Exercise prompt |
Hand back the entries below exactly.

The data |
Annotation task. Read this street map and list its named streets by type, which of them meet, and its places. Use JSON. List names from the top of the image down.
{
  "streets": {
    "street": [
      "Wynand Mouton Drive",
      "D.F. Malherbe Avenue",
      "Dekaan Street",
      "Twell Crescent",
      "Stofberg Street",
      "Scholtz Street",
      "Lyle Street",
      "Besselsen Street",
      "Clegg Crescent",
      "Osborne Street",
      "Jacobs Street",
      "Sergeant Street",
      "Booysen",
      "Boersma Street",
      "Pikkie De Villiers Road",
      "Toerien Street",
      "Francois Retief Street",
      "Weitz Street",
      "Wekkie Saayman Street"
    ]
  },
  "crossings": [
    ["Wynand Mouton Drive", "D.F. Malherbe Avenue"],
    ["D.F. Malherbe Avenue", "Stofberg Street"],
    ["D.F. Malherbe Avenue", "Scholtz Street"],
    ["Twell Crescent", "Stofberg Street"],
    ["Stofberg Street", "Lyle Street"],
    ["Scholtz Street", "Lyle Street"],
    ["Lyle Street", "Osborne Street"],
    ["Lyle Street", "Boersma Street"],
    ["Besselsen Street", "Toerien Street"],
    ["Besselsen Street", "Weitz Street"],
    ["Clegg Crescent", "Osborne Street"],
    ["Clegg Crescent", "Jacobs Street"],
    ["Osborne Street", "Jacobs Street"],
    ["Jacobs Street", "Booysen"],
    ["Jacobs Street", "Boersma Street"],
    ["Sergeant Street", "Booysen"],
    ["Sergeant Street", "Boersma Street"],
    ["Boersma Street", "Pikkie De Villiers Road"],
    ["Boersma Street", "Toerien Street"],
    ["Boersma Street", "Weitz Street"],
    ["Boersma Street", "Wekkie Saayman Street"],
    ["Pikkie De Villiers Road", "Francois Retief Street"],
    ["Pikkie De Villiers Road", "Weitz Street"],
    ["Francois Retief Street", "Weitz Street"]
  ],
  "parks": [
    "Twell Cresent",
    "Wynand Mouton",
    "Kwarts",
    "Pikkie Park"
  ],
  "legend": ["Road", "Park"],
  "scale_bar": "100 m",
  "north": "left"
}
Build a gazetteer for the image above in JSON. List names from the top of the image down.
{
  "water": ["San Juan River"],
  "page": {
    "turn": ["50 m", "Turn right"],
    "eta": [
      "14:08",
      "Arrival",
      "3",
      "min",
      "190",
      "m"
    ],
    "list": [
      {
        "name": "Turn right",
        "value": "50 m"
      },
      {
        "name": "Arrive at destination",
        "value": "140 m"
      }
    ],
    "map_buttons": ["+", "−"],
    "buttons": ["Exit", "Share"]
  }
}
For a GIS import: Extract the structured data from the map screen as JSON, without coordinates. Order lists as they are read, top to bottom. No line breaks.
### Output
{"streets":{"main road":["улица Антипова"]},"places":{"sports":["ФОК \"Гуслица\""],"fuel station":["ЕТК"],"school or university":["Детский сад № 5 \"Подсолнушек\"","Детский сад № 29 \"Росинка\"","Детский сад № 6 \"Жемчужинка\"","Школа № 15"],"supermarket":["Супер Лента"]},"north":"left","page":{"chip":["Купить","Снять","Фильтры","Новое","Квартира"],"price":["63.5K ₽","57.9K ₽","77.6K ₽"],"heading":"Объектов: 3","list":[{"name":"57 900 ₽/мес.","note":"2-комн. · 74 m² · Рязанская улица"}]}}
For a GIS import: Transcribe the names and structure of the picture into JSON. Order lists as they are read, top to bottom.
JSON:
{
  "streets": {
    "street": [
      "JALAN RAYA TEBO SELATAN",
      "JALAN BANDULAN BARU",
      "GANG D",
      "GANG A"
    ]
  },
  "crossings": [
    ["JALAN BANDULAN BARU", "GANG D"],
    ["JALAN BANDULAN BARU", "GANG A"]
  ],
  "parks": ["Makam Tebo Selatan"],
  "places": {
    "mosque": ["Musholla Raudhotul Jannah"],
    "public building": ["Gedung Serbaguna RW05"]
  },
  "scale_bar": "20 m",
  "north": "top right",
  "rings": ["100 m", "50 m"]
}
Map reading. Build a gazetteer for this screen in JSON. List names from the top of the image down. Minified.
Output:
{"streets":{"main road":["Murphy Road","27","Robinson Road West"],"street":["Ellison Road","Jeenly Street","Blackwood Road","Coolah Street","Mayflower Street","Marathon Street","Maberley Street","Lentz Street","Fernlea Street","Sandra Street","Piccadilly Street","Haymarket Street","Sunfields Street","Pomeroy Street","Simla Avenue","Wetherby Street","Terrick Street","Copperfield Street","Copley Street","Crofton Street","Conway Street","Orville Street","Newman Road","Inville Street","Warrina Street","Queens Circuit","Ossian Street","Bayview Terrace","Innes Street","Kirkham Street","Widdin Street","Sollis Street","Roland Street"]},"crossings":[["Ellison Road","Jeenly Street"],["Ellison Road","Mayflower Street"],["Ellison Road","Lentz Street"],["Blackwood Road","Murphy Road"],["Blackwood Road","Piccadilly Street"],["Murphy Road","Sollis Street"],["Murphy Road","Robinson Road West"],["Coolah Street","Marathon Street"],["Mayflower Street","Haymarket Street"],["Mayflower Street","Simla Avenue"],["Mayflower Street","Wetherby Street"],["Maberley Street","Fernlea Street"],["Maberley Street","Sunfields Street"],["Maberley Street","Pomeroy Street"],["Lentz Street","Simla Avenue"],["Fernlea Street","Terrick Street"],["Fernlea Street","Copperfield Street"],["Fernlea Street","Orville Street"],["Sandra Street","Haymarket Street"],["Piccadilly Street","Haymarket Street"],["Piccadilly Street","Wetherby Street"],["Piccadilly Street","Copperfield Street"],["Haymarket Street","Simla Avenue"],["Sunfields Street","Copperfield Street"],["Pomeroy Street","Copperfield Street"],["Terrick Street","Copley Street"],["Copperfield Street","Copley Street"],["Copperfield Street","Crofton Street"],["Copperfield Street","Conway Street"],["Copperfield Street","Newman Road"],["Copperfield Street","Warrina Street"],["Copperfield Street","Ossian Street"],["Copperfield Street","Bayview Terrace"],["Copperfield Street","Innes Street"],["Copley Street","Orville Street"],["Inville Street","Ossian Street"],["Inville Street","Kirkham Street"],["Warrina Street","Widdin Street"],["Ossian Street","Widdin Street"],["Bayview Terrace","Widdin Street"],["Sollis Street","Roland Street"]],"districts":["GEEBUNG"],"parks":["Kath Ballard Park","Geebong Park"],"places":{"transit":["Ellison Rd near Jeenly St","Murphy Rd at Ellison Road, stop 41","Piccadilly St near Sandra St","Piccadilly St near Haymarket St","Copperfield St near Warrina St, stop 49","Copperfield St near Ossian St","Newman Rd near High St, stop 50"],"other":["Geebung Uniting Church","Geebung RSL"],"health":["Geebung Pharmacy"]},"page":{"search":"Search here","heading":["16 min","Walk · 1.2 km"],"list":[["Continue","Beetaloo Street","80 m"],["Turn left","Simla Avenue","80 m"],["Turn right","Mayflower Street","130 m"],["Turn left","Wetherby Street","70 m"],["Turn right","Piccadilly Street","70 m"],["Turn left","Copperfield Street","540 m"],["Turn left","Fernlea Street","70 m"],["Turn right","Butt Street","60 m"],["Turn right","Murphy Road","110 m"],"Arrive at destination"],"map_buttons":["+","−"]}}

Solution to the exercise |
Annotation task. Read this street map and list its named streets by type, which of them meet, and its places. Use JSON. List names from the top of the image down.
{
  "streets": {
    "street": [
      "Wynand Mouton Drive",
      "D.F. Malherbe Avenue",
      "Dekaan Street",
      "Twell Crescent",
      "Stofberg Street",
      "Scholtz Street",
      "Lyle Street",
      "Besselsen Street",
      "Clegg Crescent",
      "Osborne Street",
      "Jacobs Street",
      "Sergeant Street",
      "Booysen",
      "Boersma Street",
      "Pikkie De Villiers Road",
      "Toerien Street",
      "Francois Retief Street",
      "Weitz Street",
      "Wekkie Saayman Street"
    ]
  },
  "crossings": [
    ["Wynand Mouton Drive", "D.F. Malherbe Avenue"],
    ["D.F. Malherbe Avenue", "Stofberg Street"],
    ["D.F. Malherbe Avenue", "Scholtz Street"],
    ["Twell Crescent", "Stofberg Street"],
    ["Stofberg Street", "Lyle Street"],
    ["Scholtz Street", "Lyle Street"],
    ["Lyle Street", "Osborne Street"],
    ["Lyle Street", "Boersma Street"],
    ["Besselsen Street", "Toerien Street"],
    ["Besselsen Street", "Weitz Street"],
    ["Clegg Crescent", "Osborne Street"],
    ["Clegg Crescent", "Jacobs Street"],
    ["Osborne Street", "Jacobs Street"],
    ["Jacobs Street", "Booysen"],
    ["Jacobs Street", "Boersma Street"],
    ["Sergeant Street", "Booysen"],
    ["Sergeant Street", "Boersma Street"],
    ["Boersma Street", "Pikkie De Villiers Road"],
    ["Boersma Street", "Toerien Street"],
    ["Boersma Street", "Weitz Street"],
    ["Boersma Street", "Wekkie Saayman Street"],
    ["Pikkie De Villiers Road", "Francois Retief Street"],
    ["Pikkie De Villiers Road", "Weitz Street"],
    ["Francois Retief Street", "Weitz Street"]
  ],
  "parks": [
    "Twell Cresent",
    "Wynand Mouton",
    "Kwarts",
    "Pikkie Park"
  ],
  "legend": ["Road", "Park"],
  "scale_bar": "100 m",
  "north": "left"
}
Build a gazetteer for the image above in JSON. List names from the top of the image down.
{
  "water": ["San Juan River"],
  "page": {
    "turn": ["50 m", "Turn right"],
    "eta": [
      "14:08",
      "Arrival",
      "3",
      "min",
      "190",
      "m"
    ],
    "list": [
      {
        "name": "Turn right",
        "value": "50 m"
      },
      {
        "name": "Arrive at destination",
        "value": "140 m"
      }
    ],
    "map_buttons": ["+", "−"],
    "buttons": ["Exit", "Share"]
  }
}
For a GIS import: Extract the structured data from the map screen as JSON, without coordinates. Order lists as they are read, top to bottom. No line breaks.
### Output
{"streets":{"main road":["улица Антипова"]},"places":{"sports":["ФОК \"Гуслица\""],"fuel station":["ЕТК"],"school or university":["Детский сад № 5 \"Подсолнушек\"","Детский сад № 29 \"Росинка\"","Детский сад № 6 \"Жемчужинка\"","Школа № 15"],"supermarket":["Супер Лента"]},"north":"left","page":{"chip":["Купить","Снять","Фильтры","Новое","Квартира"],"price":["63.5K ₽","57.9K ₽","77.6K ₽"],"heading":"Объектов: 3","list":[{"name":"57 900 ₽/мес.","note":"2-комн. · 74 m² · Рязанская улица"}]}}
For a GIS import: Transcribe the names and structure of the picture into JSON. Order lists as they are read, top to bottom.
JSON:
{
  "streets": {
    "street": [
      "JALAN RAYA TEBO SELATAN",
      "JALAN BANDULAN BARU",
      "GANG D",
      "GANG A"
    ]
  },
  "crossings": [
    ["JALAN BANDULAN BARU", "GANG D"],
    ["JALAN BANDULAN BARU", "GANG A"]
  ],
  "parks": ["Makam Tebo Selatan"],
  "places": {
    "mosque": ["Musholla Raudhotul Jannah"],
    "public building": ["Gedung Serbaguna RW05"]
  },
  "scale_bar": "20 m",
  "north": "top right",
  "rings": ["100 m", "50 m"]
}
Map reading. Build a gazetteer for this screen in JSON. List names from the top of the image down. Minified.
Output:
{"streets":{"main road":["Murphy Road","27","Robinson Road West"],"street":["Ellison Road","Jeenly Street","Blackwood Road","Coolah Street","Mayflower Street","Marathon Street","Maberley Street","Lentz Street","Fernlea Street","Sandra Street","Piccadilly Street","Haymarket Street","Sunfields Street","Pomeroy Street","Simla Avenue","Wetherby Street","Terrick Street","Copperfield Street","Copley Street","Crofton Street","Conway Street","Orville Street","Newman Road","Inville Street","Warrina Street","Queens Circuit","Ossian Street","Bayview Terrace","Innes Street","Kirkham Street","Widdin Street","Sollis Street","Roland Street"]},"crossings":[["Ellison Road","Jeenly Street"],["Ellison Road","Mayflower Street"],["Ellison Road","Lentz Street"],["Blackwood Road","Murphy Road"],["Blackwood Road","Piccadilly Street"],["Murphy Road","Sollis Street"],["Murphy Road","Robinson Road West"],["Coolah Street","Marathon Street"],["Mayflower Street","Haymarket Street"],["Mayflower Street","Simla Avenue"],["Mayflower Street","Wetherby Street"],["Maberley Street","Fernlea Street"],["Maberley Street","Sunfields Street"],["Maberley Street","Pomeroy Street"],["Lentz Street","Simla Avenue"],["Fernlea Street","Terrick Street"],["Fernlea Street","Copperfield Street"],["Fernlea Street","Orville Street"],["Sandra Street","Haymarket Street"],["Piccadilly Street","Haymarket Street"],["Piccadilly Street","Wetherby Street"],["Piccadilly Street","Copperfield Street"],["Haymarket Street","Simla Avenue"],["Sunfields Street","Copperfield Street"],["Pomeroy Street","Copperfield Street"],["Terrick Street","Copley Street"],["Copperfield Street","Copley Street"],["Copperfield Street","Crofton Street"],["Copperfield Street","Conway Street"],["Copperfield Street","Newman Road"],["Copperfield Street","Warrina Street"],["Copperfield Street","Ossian Street"],["Copperfield Street","Bayview Terrace"],["Copperfield Street","Innes Street"],["Copley Street","Orville Street"],["Inville Street","Ossian Street"],["Inville Street","Kirkham Street"],["Warrina Street","Widdin Street"],["Ossian Street","Widdin Street"],["Bayview Terrace","Widdin Street"],["Sollis Street","Roland Street"]],"districts":["GEEBUNG"],"parks":["Kath Ballard Park","Geebong Park"],"places":{"transit":["Ellison Rd near Jeenly St","Murphy Rd at Ellison Road, stop 41","Piccadilly St near Sandra St","Piccadilly St near Haymarket St","Copperfield St near Warrina St, stop 49","Copperfield St near Ossian St","Newman Rd near High St, stop 50"],"other":["Geebung Uniting Church","Geebung RSL"],"health":["Geebung Pharmacy"]},"page":{"search":"Search here","heading":["16 min","Walk · 1.2 km"],"list":[["Continue","Beetaloo Street","80 m"],["Turn left","Simla Avenue","80 m"],["Turn right","Mayflower Street","130 m"],["Turn left","Wetherby Street","70 m"],["Turn right","Piccadilly Street","70 m"],["Turn left","Copperfield Street","540 m"],["Turn left","Fernlea Street","70 m"],["Turn right","Butt Street","60 m"],["Turn right","Murphy Road","110 m"],"Arrive at destination"],"map_buttons":["+","−"]}}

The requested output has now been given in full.